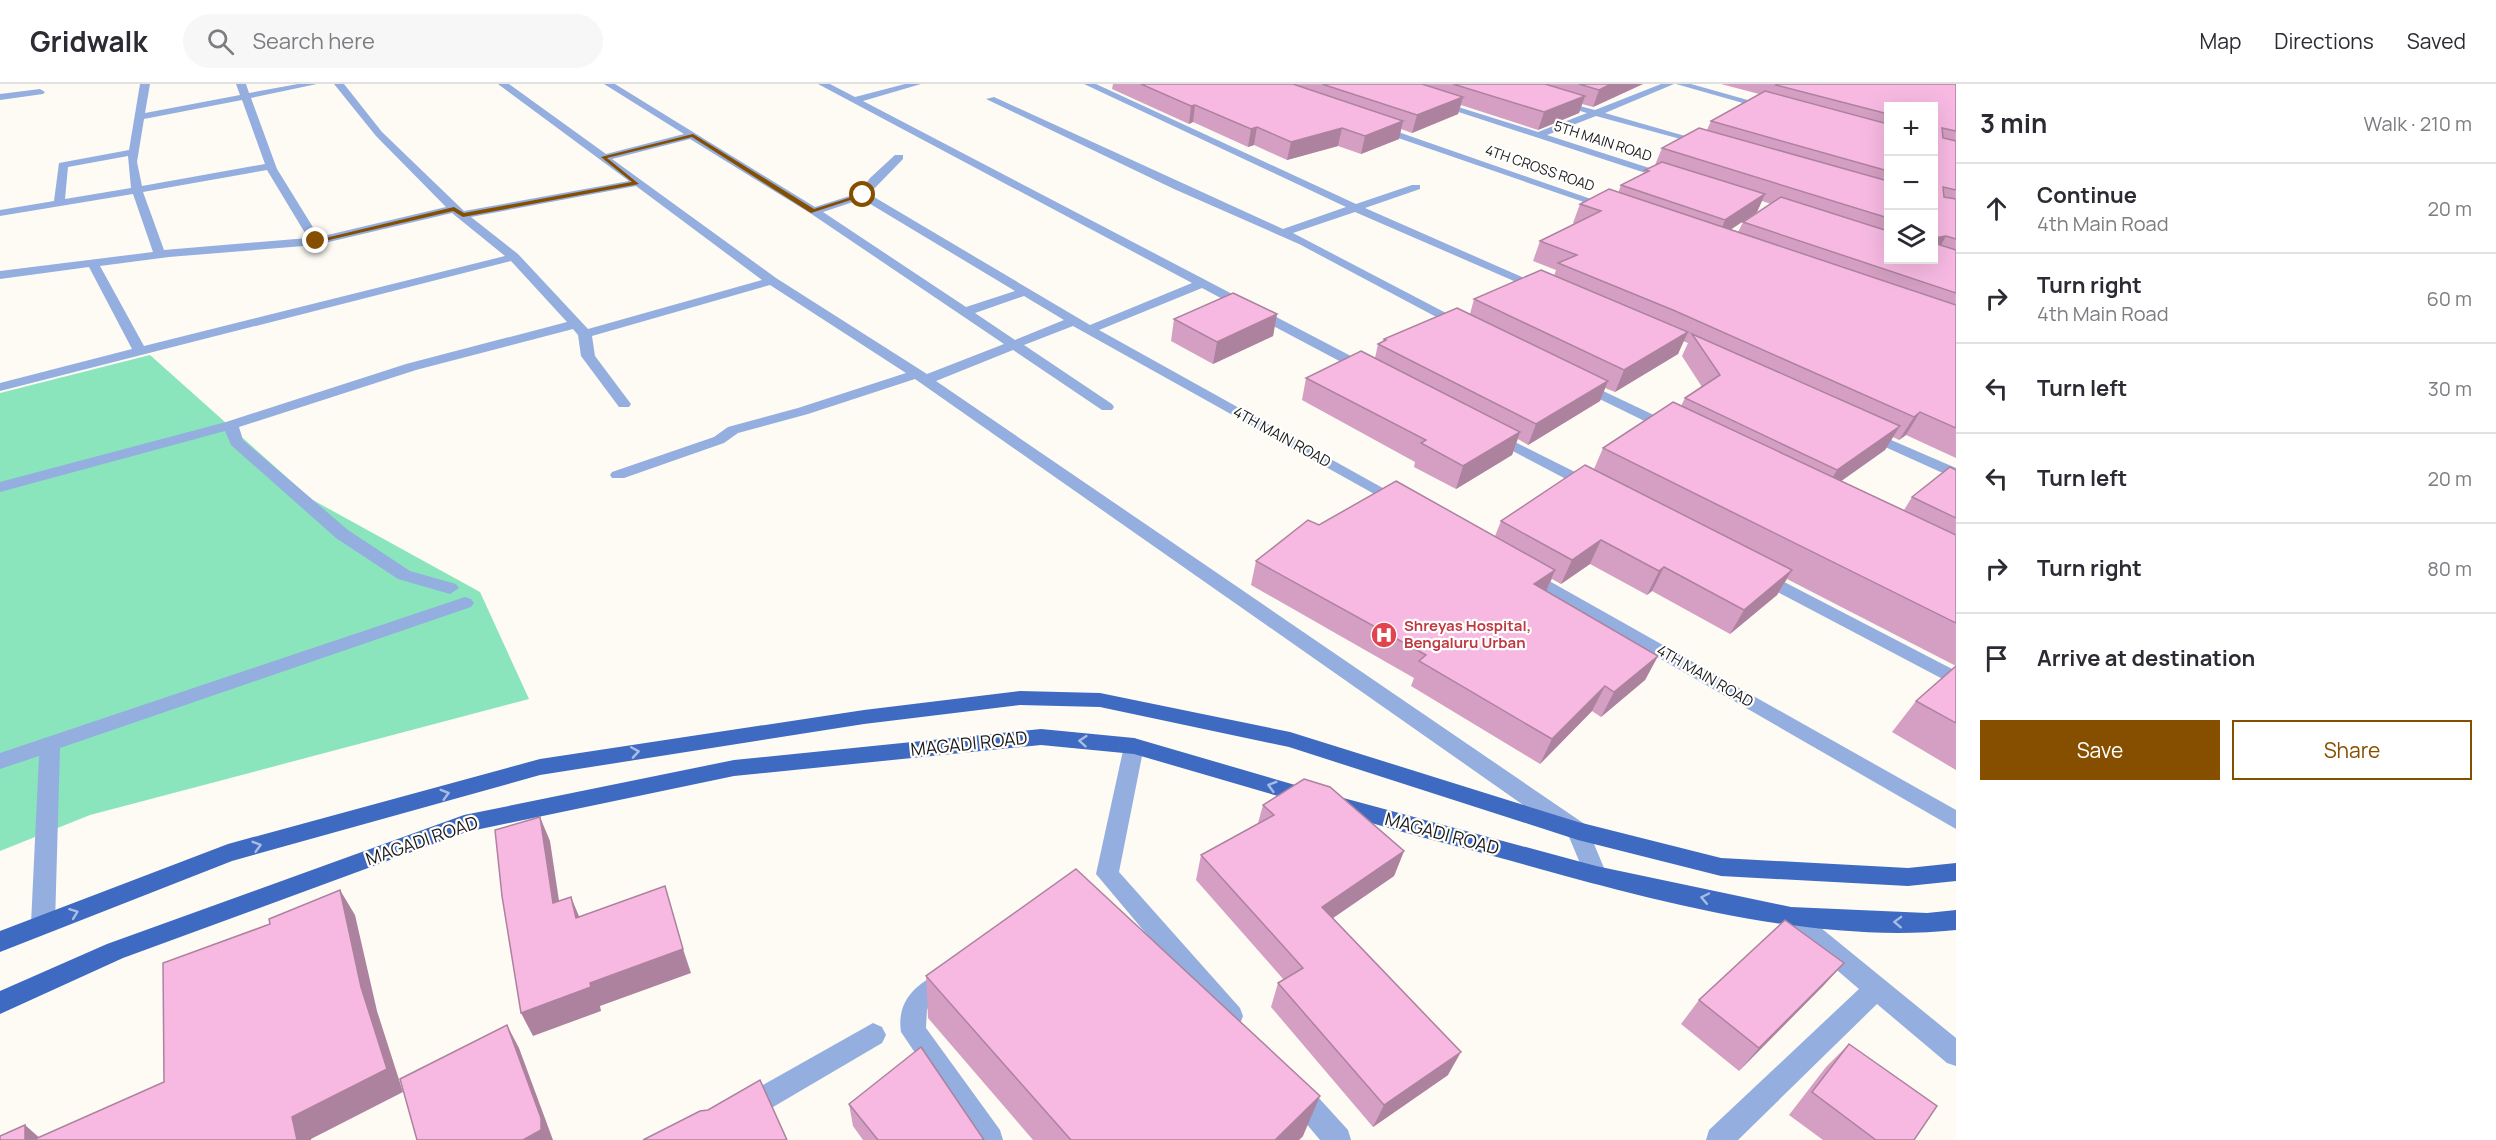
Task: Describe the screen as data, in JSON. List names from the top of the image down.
{
  "streets": {
    "main road": ["MAGADI ROAD"],
    "street": ["5TH MAIN ROAD", "4TH CROSS ROAD", "4TH MAIN ROAD"]
  },
  "places": {
    "hospital": ["Shreyas Hospital, Bengaluru Urban"]
  },
  "page": {
    "header": "Gridwalk",
    "search": "Search here",
    "nav": ["Map", "Directions", "Saved"],
    "heading": ["3 min", "Walk · 210 m"],
    "map_buttons": ["+", "−"],
    "list": [
      ["Continue", "4th Main Road", "20 m"],
      ["Turn right", "4th Main Road", "60 m"],
      ["Turn left", "30 m"],
      ["Turn left", "20 m"],
      ["Turn right", "80 m"],
      "Arrive at destination"
    ],
    "buttons": ["Save", "Share"]
  }
}
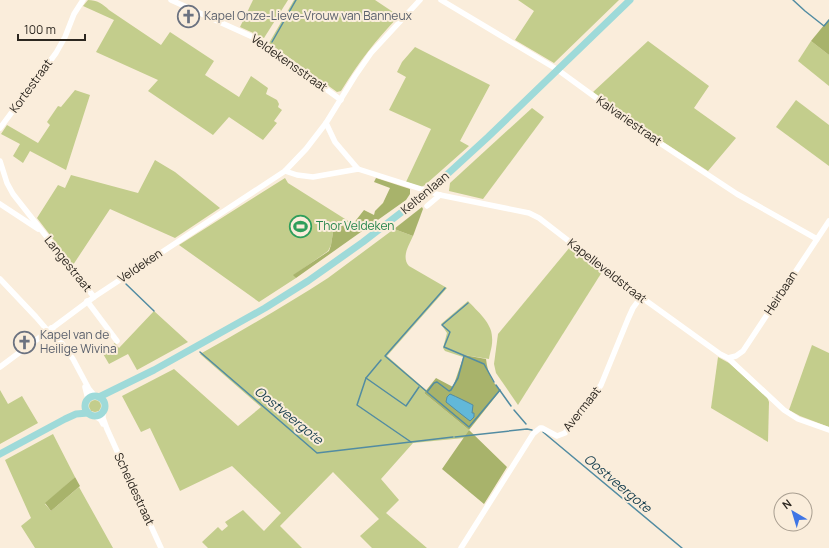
-----
- [PROBLEM]: Word for word, repeat all of the entries above, leaving out the pictures.

- [RESPONSE TO THE EXERCISE]:
Task: Describe the screen as data, in JSON. List names from the top of the image down.
{
  "streets": {
    "main road": ["MAGADI ROAD"],
    "street": ["5TH MAIN ROAD", "4TH CROSS ROAD", "4TH MAIN ROAD"]
  },
  "places": {
    "hospital": ["Shreyas Hospital, Bengaluru Urban"]
  },
  "page": {
    "header": "Gridwalk",
    "search": "Search here",
    "nav": ["Map", "Directions", "Saved"],
    "heading": ["3 min", "Walk · 210 m"],
    "map_buttons": ["+", "−"],
    "list": [
      ["Continue", "4th Main Road", "20 m"],
      ["Turn right", "4th Main Road", "60 m"],
      ["Turn left", "30 m"],
      ["Turn left", "20 m"],
      ["Turn right", "80 m"],
      "Arrive at destination"
    ],
    "buttons": ["Save", "Share"]
  }
}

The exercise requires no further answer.